=== Data shown ===
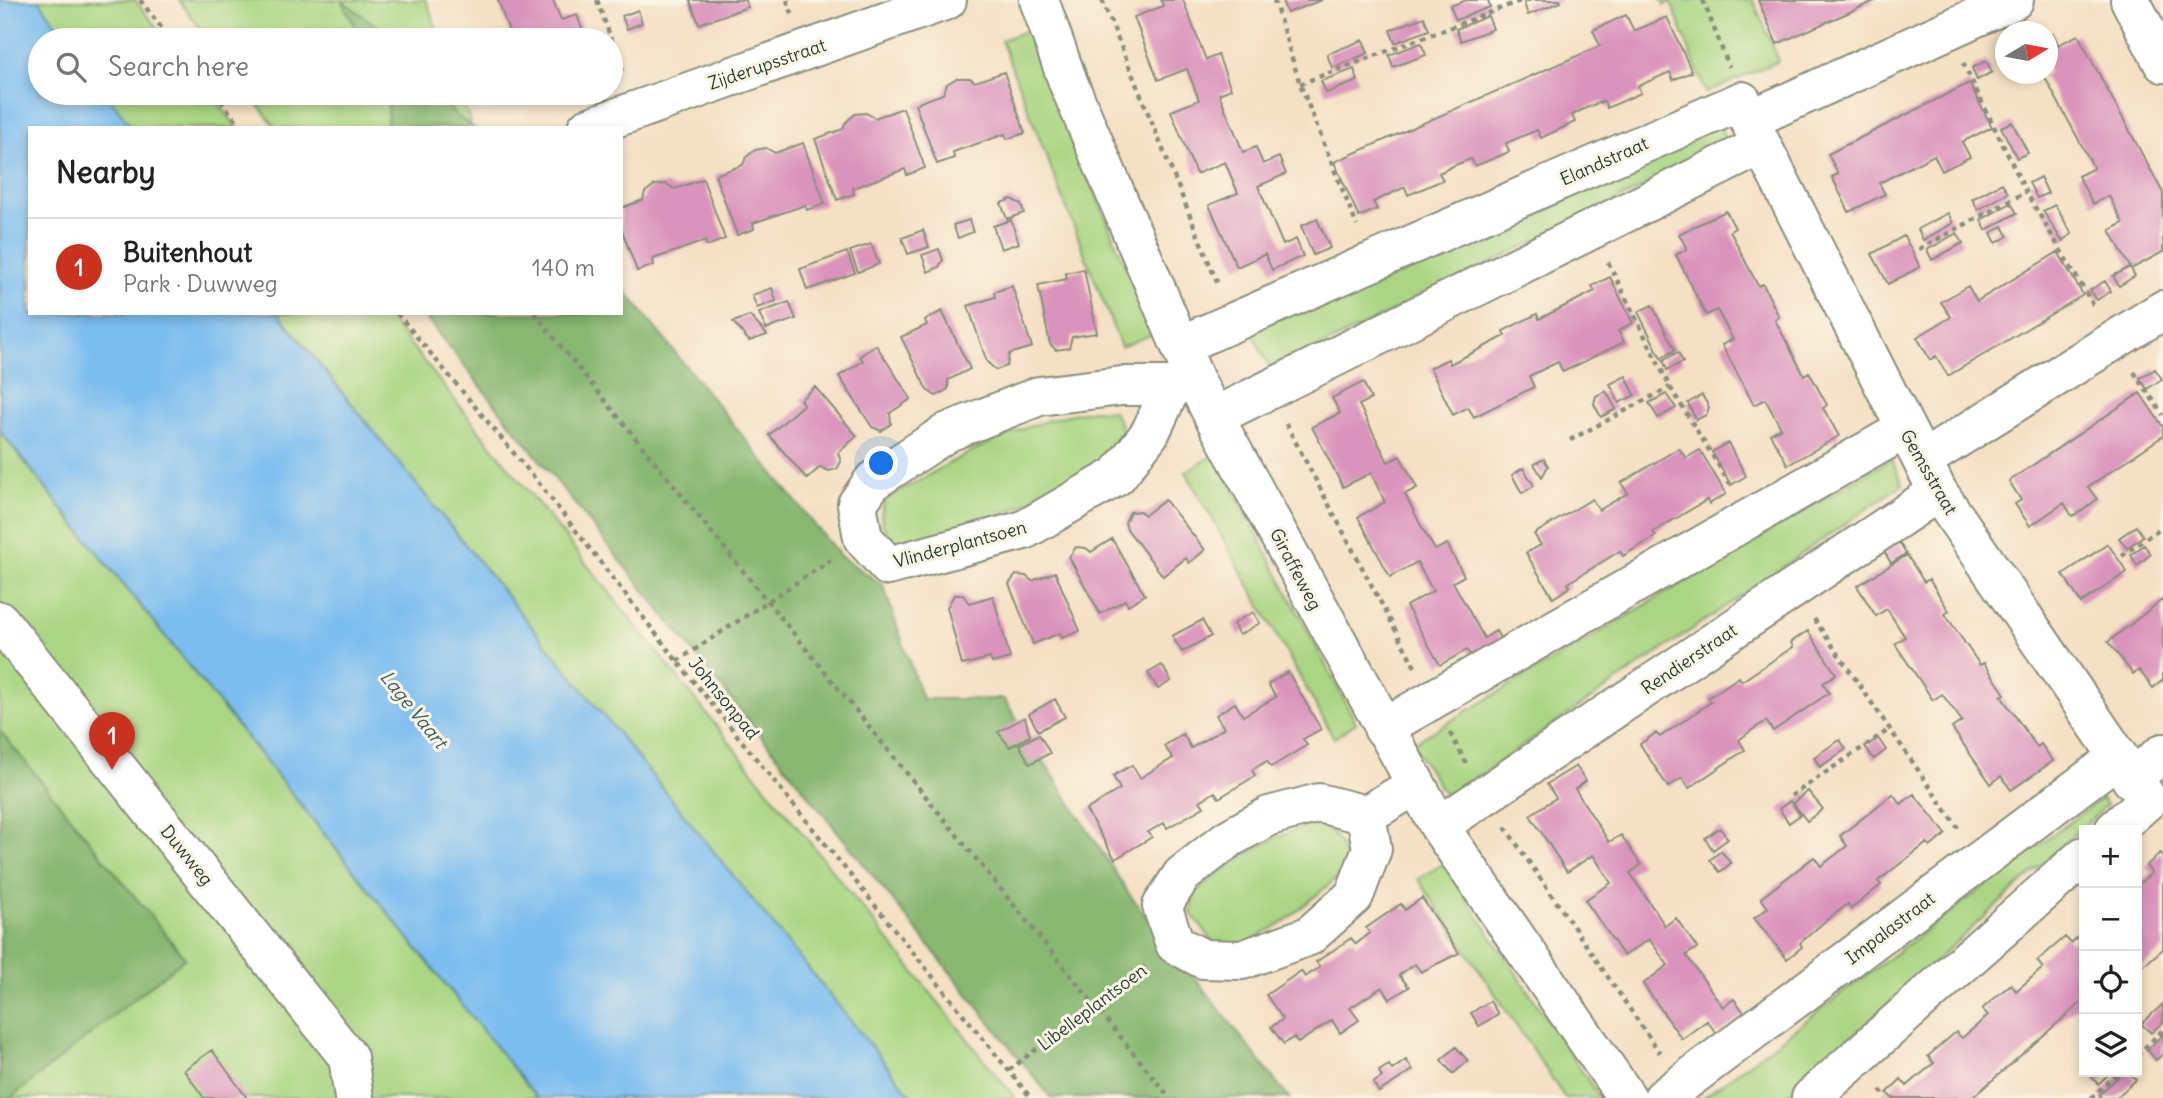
<!DOCTYPE html>
<meta charset="utf-8">
<style>
body{margin:0;font-family:Delius,sans-serif;background:#f2f2f2;color:#222}
.controls{position:absolute;right:21px;bottom:21px;display:grid;overflow:hidden;border-radius:0px;box-shadow:0 4px 10px #0003}
.controls button{width:63px;height:63px;display:grid;place-items:center;padding:0;border:0;border-bottom:2px solid #e0e0e0;background:#fff;color:#222;font:35px sans-serif}
.compass{position:absolute;left:1995px;top:21px;width:63px;height:63px;border-radius:50%;background:#fff;box-shadow:0 4px 10px #0003;rotate:80deg}
.you{position:absolute;left:882px;top:464px;width:24px;height:24px;margin:-18px;border:5px solid #fff;border-radius:50%;background:#1a73e8;box-shadow:0 0 0 10px #1a73e833}
.badge{display:grid;place-items:center;width:46px;height:46px;border-radius:50%;background:#c8321e;color:#fff;font-size:23px;font-weight:700}
.pin{position:absolute;translate:-50% -58px;filter:drop-shadow(0 2px 4px #0008)}
.pin::after{content:'';position:absolute;top:37px;width:24px;height:21px;background:inherit;clip-path:polygon(0 0,100% 0,50% 100%)}
.list{margin:0;padding:0;list-style:none}
h2{display:flex;justify-content:space-between;align-items:center;height:91px;margin:0;padding:0 28px;font-size:30px}
h2 small{font-size:23px;font-weight:400;color:#767676}
.list li{display:grid;grid-template-columns:46px 1fr auto;gap:21px;align-items:center;box-sizing:border-box;height:98px;padding:0 28px;border-top:2px solid #e0e0e0}
.list b{display:block;font-size:26px;white-space:nowrap}
.list p{margin:0;font-size:23px;white-space:nowrap;color:#767676}
.list em{font-size:23px;font-style:normal;color:#767676}
.icon{flex:none;width:38px;height:38px;fill:none;stroke:currentColor;stroke-width:2;stroke-linecap:round;stroke-linejoin:round}
.map{position:relative;flex:none;width:2163px;height:1098px;overflow:hidden}
.search{position:absolute;background:#fff;box-shadow:0 4px 10px #0003;left:28px;top:28px;width:595px;height:77px;display:flex;align-items:center;gap:18px;box-sizing:border-box;padding:0 24px;border-radius:38px;color:#767676;font-size:26px}
.panel{position:absolute;background:#fff;box-shadow:0 4px 10px #0003;left:28px;top:126px;width:595px;height:189px;border-radius:0px}
.map>svg:first-child{display:block}
.green{fill:#aad683;stroke:#648a5c;stroke-width:2}
.forest{fill:#87b771;stroke:#537a52;stroke-width:2}
.water{fill:#7bbdf0;stroke:#4d7d92;stroke-width:2}
.building{fill:#da93bc}
.lines{fill:none;stroke-linecap:round;stroke-linejoin:round}
.street-casing{stroke:#8a8e7c;stroke-width:42}
.path{stroke:#8a8e7c;stroke-width:4.5;stroke-dasharray:5 5;stroke-linecap:butt}
.street{stroke:#fff;stroke-width:38}
.labels{text-anchor:middle;dominant-baseline:central;stroke-width:6;stroke-linejoin:round;paint-order:stroke}
.street-label{font-size:18px;fill:#1f3d34;stroke:#fcf5e5}
.water-label{font-size:19px;font-style:italic;fill:#365d63;stroke:#fcf5e5}
</style>
<div class="map">
<svg width="2163" height="1098" viewBox="0 0 2163 1098">
<rect width="100%" height="100%" fill="#fcf5e5"/>
<filter id="ink" filterUnits="userSpaceOnUse"><feTurbulence type="fractalNoise" baseFrequency=".0143" numOctaves="2"/><feDisplacementMap in="SourceGraphic" scale="14" xChannelSelector="R" yChannelSelector="G"/><feConvolveMatrix kernelMatrix="1 2 1 2 8 2 1 2 1" color-interpolation-filters="sRGB"/></filter>
<filter id="wash" filterUnits="userSpaceOnUse"><feTurbulence type="fractalNoise" baseFrequency=".00686" numOctaves="4" result="noise"/><feDisplacementMap in="SourceGraphic" scale="28" xChannelSelector="R" yChannelSelector="G"/><feGaussianBlur stdDeviation="1.57" result="paint"/><feColorMatrix in="noise" values="0 0 0 0 0 0 0 0 0 0 0 0 0 0 0 0 0 1.4 0 .05"/><feComposite in="paint" operator="in"/></filter>
<g filter="url(#wash)">
<rect width="100%" height="100%" fill="#f4e0c3"/>
<path class="green" d="M39,0H135L167,40H67Z
M179,0H426L441,40H395L342,2L363,40H209Z
M1662,0H1753L1779,61L1706,93L1671,2L1664,5Z
M1029,30L1153,334L1121,347L1001,40Z
M106,93H210L238,128H132Z
M249,93H389L387,128H276Z
M437,93H460L471,125L456,116Z
M1720,125L1727,146L1272,371L1251,331Z
M278,313H385L1015,1098H913Z
M1092,410L1113,411L1120,423L1123,437L1101,468L1010,511L932,541L903,546C887,537 875,521 885,502C890,493 908,487 917,482C972,449 1028,421 1092,410Z
M0,431L57,503L537,1098H0Z
M1215,454L1356,723L1334,738L1186,472Z
M1891,459L1903,484L1447,798L1412,744Z
M2102,798L2107,805L1785,1098H1703Z
M1315,825L1325,826C1339,839 1348,853 1344,872L1284,922L1240,947H1217L1191,913L1193,895C1222,867 1275,832 1315,825Z
M1443,864L1600,1098H1565L1418,879Z"/>
<path class="forest" d="M341,0L394,38L395,40H363Z
M389,93H437L456,116L475,128H387Z
M621,286L840,556L883,585L922,699H1004L1129,894L1289,1098H1051L422,313H621Z
M0,731L185,958L11,1098H0Z"/>
<path class="water" d="M0,0H39L67,40H40V93H106L132,128H30V313H278L913,1098H537L0,431Z"/>
<g id="blocks">
<path class="building" d="M498,0H553L561,20L577,15L586,40H512Z
M690,0H745L748,7L699,24Z
M1161,0H1183L1206,60L1218,55L1231,89L1219,94L1243,152L1256,147L1263,164L1279,157L1286,174L1258,186L1283,245L1296,239L1303,256L1272,270L1265,254L1237,267L1209,205L1238,193L1225,162L1196,174L1171,111L1199,100L1187,69L1158,80L1134,17L1163,6Z
M1282,0H1322L1287,13Z
M1467,0H1488L1490,7L1456,20L1450,6Z
M1531,0H1560L1561,2L1528,15L1524,3Z
M1758,0H1877L1777,44Z
M638,10L642,23L627,29L622,16Z
M1626,15L1634,31L1667,17L1692,72L1673,80L1670,72L1638,86L1641,93L1607,108L1604,101L1588,107L1572,115L1575,122L1541,138L1537,130L1506,143L1509,152L1475,166L1471,159L1455,165L1439,173L1443,180L1408,195L1405,187L1373,202L1377,209L1359,217L1334,162L1600,46L1593,30Z
M1488,16L1493,29L1461,41L1456,29Z
M1424,17L1429,30L1395,43L1390,30Z
M2053,34L2058,45L2078,35L2163,193V252L2131,269L2135,276L2119,286L2113,276L2130,267L2110,230L2123,223L2109,196L2093,204L2078,176L2094,168L2043,74H2048V37Z
M1363,40L1368,53L1332,68L1327,54Z
M1421,43L1426,55L1393,67L1389,55Z
M1986,61L1992,72L1977,80L1972,68Z
M1354,69L1358,81L1326,93L1321,81Z
M1004,72L1025,133L1007,139L1005,134L953,152L954,158L937,164L915,104L943,94L947,84L957,78H970L975,82Z
M1969,83L1992,127L1962,142L1970,157L1942,171L1934,155L1879,183L1885,194L1849,212L1832,177L1838,174L1828,154Z
M903,108L925,168L907,175L905,169L853,188L854,194L837,200L815,139L843,129L845,123L855,114L866,113L875,118Z
M2012,122L2028,153L2017,158L2001,127Z
M803,143L825,204L807,210L805,205L753,223L754,229L737,235L715,175L743,165L746,157L755,150L766,148L775,153Z
M2040,177L2048,193L2037,198L2029,183Z
M703,179L725,239L707,246L705,241L653,259L654,265L637,271L621,228V208L643,200L645,192L655,185L666,184L675,189Z
M2002,183L2008,193L1978,210L1972,199Z
M1011,199L1021,204L1024,213L1007,219L1001,203Z
M2011,203L2017,213L1986,230L1981,220Z
M2055,205L2072,234L2062,241L2043,211Z
M1726,211L1735,228L1730,231L1758,286L1763,284L1779,317L1775,320L1804,375L1809,372L1827,405L1823,408L1839,436L1788,465L1770,434L1781,428L1765,399L1754,405L1722,345L1733,339L1717,310L1706,315L1676,255L1687,249L1679,234Z
M1948,213L1953,223L1923,240L1918,229Z
M1317,219L1330,248L1313,255L1301,226Z
M969,220L973,232L958,238L953,225Z
M1011,220L1019,243L1001,249L993,226Z
M2003,226L2008,236L1996,243L1991,233Z
M923,230L929,247L908,254L902,238Z
M1957,233L1963,243L1932,260L1927,250Z
M1904,236L1920,267L1888,284L1872,254Z
M871,244L879,264L858,272L850,251Z
M939,249L943,260L939,267L928,272L922,255Z
M847,252L855,273L807,290L800,269Z
M2058,252L2083,295L1948,376L1936,356L1930,360L1917,337L1951,317L1941,302L1968,286L1977,301Z
M1084,269L1097,333L1072,337L1069,348L1056,350L1050,344L1038,285L1067,279L1066,273Z
M1610,277L1633,323L1618,331L1624,342L1563,372L1558,362L1529,376L1534,387L1474,417L1468,407L1453,415L1430,368L1448,359L1450,364L1478,350L1505,336L1503,331L1537,314L1539,319L1595,291L1592,286Z
M2105,281L2111,291L2097,300L2090,290Z
M1012,286L1032,347L1009,354L1007,366L996,370L987,362L968,306L995,297L994,292Z
M772,288L776,301L757,308L752,295Z
M789,302L796,319L766,329L759,313Z
M1652,305L1675,350L1661,358L1638,312Z
M942,311L970,369L948,380V389L936,396L927,390L901,337L927,325L925,320Z
M750,316L767,335L749,341L733,322Z
M876,345L911,399L890,413L891,424L881,431L872,427L839,376L863,361L860,356Z
M1678,352L1683,362L1667,370L1663,360Z
M2155,369L2162,379L2147,389L2140,378Z
M1626,376L1635,395L1619,403L1610,384Z
M1363,382L1371,399L1359,405L1388,462L1400,456L1417,488L1405,494L1419,522L1435,550L1447,544L1464,576L1453,582L1484,638L1496,631L1505,647L1475,664L1467,650L1440,665L1406,606L1433,591L1417,562L1390,577L1358,517L1385,502L1371,473L1343,487L1312,427L1340,413L1332,398Z
M815,387L857,436L838,453L841,462L837,469L829,471L820,467L807,479L769,435L804,404L800,400Z
M1606,391L1616,409L1601,417L1594,404L1596,396Z
M2140,393L2163,427V436L2088,487L2097,499L2081,512L2072,516L2064,503L2030,526L2015,504L2021,500L2009,481Z
M1666,394L1676,408L1658,418L1649,403Z
M1702,395L1709,407L1706,415L1696,420L1688,403Z
M1728,443L1746,476L1731,485L1712,452Z
M1679,448L1686,458L1700,450L1726,494L1709,504L1707,500L1653,532L1656,536L1623,556L1620,551L1568,583L1570,587L1553,598L1526,553L1541,545L1534,534L1592,499L1599,510L1628,493L1621,483Z
M1544,459L1548,466L1542,477L1534,464Z
M1523,468L1534,486L1522,493L1512,475Z
M1165,500L1205,550L1189,563L1186,558L1163,576L1127,529L1125,522L1130,512L1140,511L1145,515Z
M2136,526L2143,536L2127,548L2119,538Z
M1112,539L1145,595L1128,605L1125,600L1100,614L1069,557L1076,547L1086,548L1091,552Z
M1899,542L1906,554L1891,563L1884,551Z
M2108,544L2127,572L2081,603L2063,574Z
M2144,545L2151,554L2137,565L2131,555Z
M1907,555L1924,582L1929,579L1949,611L1945,614L1980,665L1984,663L2005,694L2001,696L2037,747L2041,744L2053,761L2011,790L2001,776L1991,784L1952,728L1962,721L1942,694L1933,700L1895,644L1905,637L1887,609L1876,616L1857,586Z
M1055,572L1080,631L1062,638L1060,633L1033,644L1009,584L1016,575L1026,576L1032,581Z
M954,595H963L969,603L993,596L1010,658L992,663L990,658L962,665L947,607Z
M2163,599V680L2153,688L2139,670L2133,674L2108,642Z
M1253,612L1260,623L1239,635L1233,624Z
M1202,620L1211,636L1182,652L1172,636Z
M1808,631L1836,674L1823,683L1829,693L1773,731L1766,721L1752,730L1739,740L1745,750L1689,788L1682,778L1668,787L1640,744L1656,733L1660,737L1711,702L1708,698L1739,677L1742,681L1793,647L1791,642Z
M1162,665L1171,681L1158,689L1148,673Z
M1288,672L1321,729L1303,739L1307,745L1271,767L1267,761L1252,770L1255,776L1219,798L1215,792L1200,801L1204,807L1167,828L1164,823L1148,832L1152,837L1115,859L1086,810L1120,789L1113,776L1132,765L1140,778L1173,758L1164,746L1183,734L1191,748L1224,728L1216,715L1235,703L1243,716L1276,697L1268,684Z
M1055,699L1065,717L1038,731L1029,714Z
M1025,717L1030,736L1010,747L998,732Z
M1039,734L1050,753L1030,764L1019,745Z
M1878,738L1886,750L1874,759L1865,747Z
M1840,740L1846,749L1820,767L1814,757Z
M1576,766L1586,781L1575,789L1609,842L1621,835L1641,865L1630,873L1665,926L1676,918L1697,948L1686,955L1723,1007L1734,999L1745,1014L1717,1034L1707,1021L1682,1039L1643,984L1668,965L1649,939L1624,956L1585,900L1611,883L1593,855L1567,872L1530,815L1556,798L1547,784Z
M1808,791L1823,809L1807,821L1793,803Z
M1893,794L1901,804L1914,794L1946,834L1930,847L1927,843L1878,881L1881,885L1851,909L1848,904L1823,923L1800,943L1802,947L1787,959L1754,918L1768,908L1761,898L1814,857L1821,866L1847,846L1840,836Z
M1790,801L1800,815L1789,823L1779,809Z
M1720,828L1728,839L1713,850L1705,838Z
M1721,851L1731,863L1720,872L1710,860Z
M2160,853L2163,856V949L2137,971V885L2152,873L2146,866Z
M1422,898L1459,953L1421,972L1415,964L1399,975L1409,987L1390,999L1382,987L1350,1008L1359,1020L1340,1033L1332,1020L1298,1043L1294,1037L1284,1044L1271,1027L1283,1019L1266,995L1301,971L1305,977L1320,967L1316,962L1351,938L1356,944L1370,933L1366,928L1401,904L1405,910Z
M2084,931V1000L1972,1098H1892L1887,1093L1901,1079L1907,1086L1921,1074L1934,1063L1928,1056L1956,1032L1962,1038L1975,1027L1988,1015L1982,1009L2011,984L2016,991L2043,968L2037,961L2065,937L2071,943Z
M1490,1001L1498,1014L1479,1026L1471,1013Z
M2163,1004V1022L2151,1033L2141,1024Z
M2163,1034V1054L2156,1060L2147,1050Z
M1456,1047L1468,1061L1453,1074L1441,1060Z
M212,1050L247,1098H204L184,1070Z
M1406,1060L1413,1070L1379,1092L1373,1083L1382,1077L1379,1071L1389,1065L1392,1070Z
M2092,1072H2111L2098,1084L2089,1074Z
M2123,1072H2128L2136,1080L2116,1098H2102L2099,1095Z"/>
</g>
</g>
<g filter="url(#ink)">
<use href="#blocks" fill-opacity="0" stroke="#8a8e7c" stroke-width="2"/>
<g class="lines">
<defs>
<path id="street" d="M1039,0L1068,82L1194,378L1214,417L1439,826L1627,1098
M2130,0L2163,63
M1749,120L1938,492L2148,800L2114,830
M587,128L947,0
M1181,345L1742,101L1749,120L2014,0
M1172,386L1150,433L1117,476L1024,530L888,566L863,538L857,504L873,481L948,432L1039,396L1122,386H1172L1194,378
M1214,417L1760,146
M1923,460L2163,310
M0,621L348,1057L354,1098
M1383,728L1904,430
M2131,779L2163,753
M1366,815L1372,849L1354,896L1309,936L1242,960L1203,959L1175,944L1162,906L1182,875L1228,839L1269,816L1319,803L1366,815L1416,785
M1439,826L1938,492
M1663,1098L2117,758
M1811,1098L2084,856"/>
</defs>
<use href="#street" class="street-casing"/>
<path class="path" d="M140,0L171,40
M597,0L624,75
M787,0L793,16
M1102,0L1219,287
M1274,0L1300,84L1357,226
M1703,0L1729,67
M1963,63L2026,192L2095,308
M1300,84L1523,0
M214,93L243,128
M1919,249L2026,192
M1608,262L1670,387L1730,484
M397,313L542,487L677,661L1031,1098
M534,313L1170,1098
M2134,372L2163,415
M1286,424L1415,667
M1570,440L1670,387
M2122,556L2163,526
M1814,619L1958,828
M677,661L831,560
M1450,733L1466,763
M1791,796L1890,729
M1505,827L1660,1053
M2137,1055L2163,1030
M1009,1070L1145,966
M1880,1090L1887,1098
M2091,1098L2118,1072"/>
<use href="#street" class="street"/>
</g>
</g>
<g class="labels">
<g class="street-label">
<text transform="translate(767 64) rotate(-19)">Zijderupsstraat</text>
<text transform="translate(1604 161) rotate(-24)">Elandstraat</text>
<text transform="translate(1929 472) rotate(60)">Gemsstraat</text>
<text transform="translate(960 544) rotate(-15)">Vlinderplantsoen</text>
<text transform="translate(1296 569) rotate(62)">Giraffeweg</text>
<text transform="translate(1689 659) rotate(-34)">Rendierstraat</text>
<text transform="translate(724 698) rotate(51)">Johnsonpad</text>
<text transform="translate(187 855) rotate(51)">Duwweg</text>
<text transform="translate(1890 928) rotate(-37)">Impalastraat</text>
<text transform="translate(1092 1007) rotate(-37)">Libelleplantsoen</text>
</g>
<g class="water-label">
<text transform="translate(414 709) rotate(51)">Lage Vaart</text>
</g>
</g>
</svg>
<div class="controls">
<button>+</button>
<button>−</button>
<button><svg class="icon" aria-label="locate" viewBox="0 0 24 24"><circle cx="12" cy="12" r="6"/><path d="M12 2v4M12 18v4M2 12h4M18 12h4"/></svg></button>
<button><svg class="icon" aria-label="layers" viewBox="0 0 24 24"><path d="M12 4l9 5-9 5-9-5zM3 14l9 5 9-5"/></svg></button>
</div>
<svg class="compass" viewBox="-18 -18 36 36"><path d="M0-13l5 13h-10z" fill="#e53935"/><path d="M0 13l5-13h-10z" fill="#767676"/></svg>
<div class="you"></div>
<div class="pin badge" style="left:112px;top:770px">1</div>
<div class="search"><svg class="icon" aria-label="search" viewBox="0 0 24 24"><circle cx="10" cy="10" r="6"/><path d="M15 15l6 6"/></svg>Search here</div>
<section class="panel">
<h2>Nearby<small></small></h2>
<ul class="list">
<li><span class="badge">1</span><div><b>Buitenhout</b><p>Park · Duwweg</p></div><em>140 m</em></li>
</ul>
</section>
</div>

=== Prompt ===
Nothing but the lines holding the word "small" should be returned from the listing above.

=== Task result ===
h2 small{font-size:23px;font-weight:400;color:#767676}
<h2>Nearby<small></small></h2>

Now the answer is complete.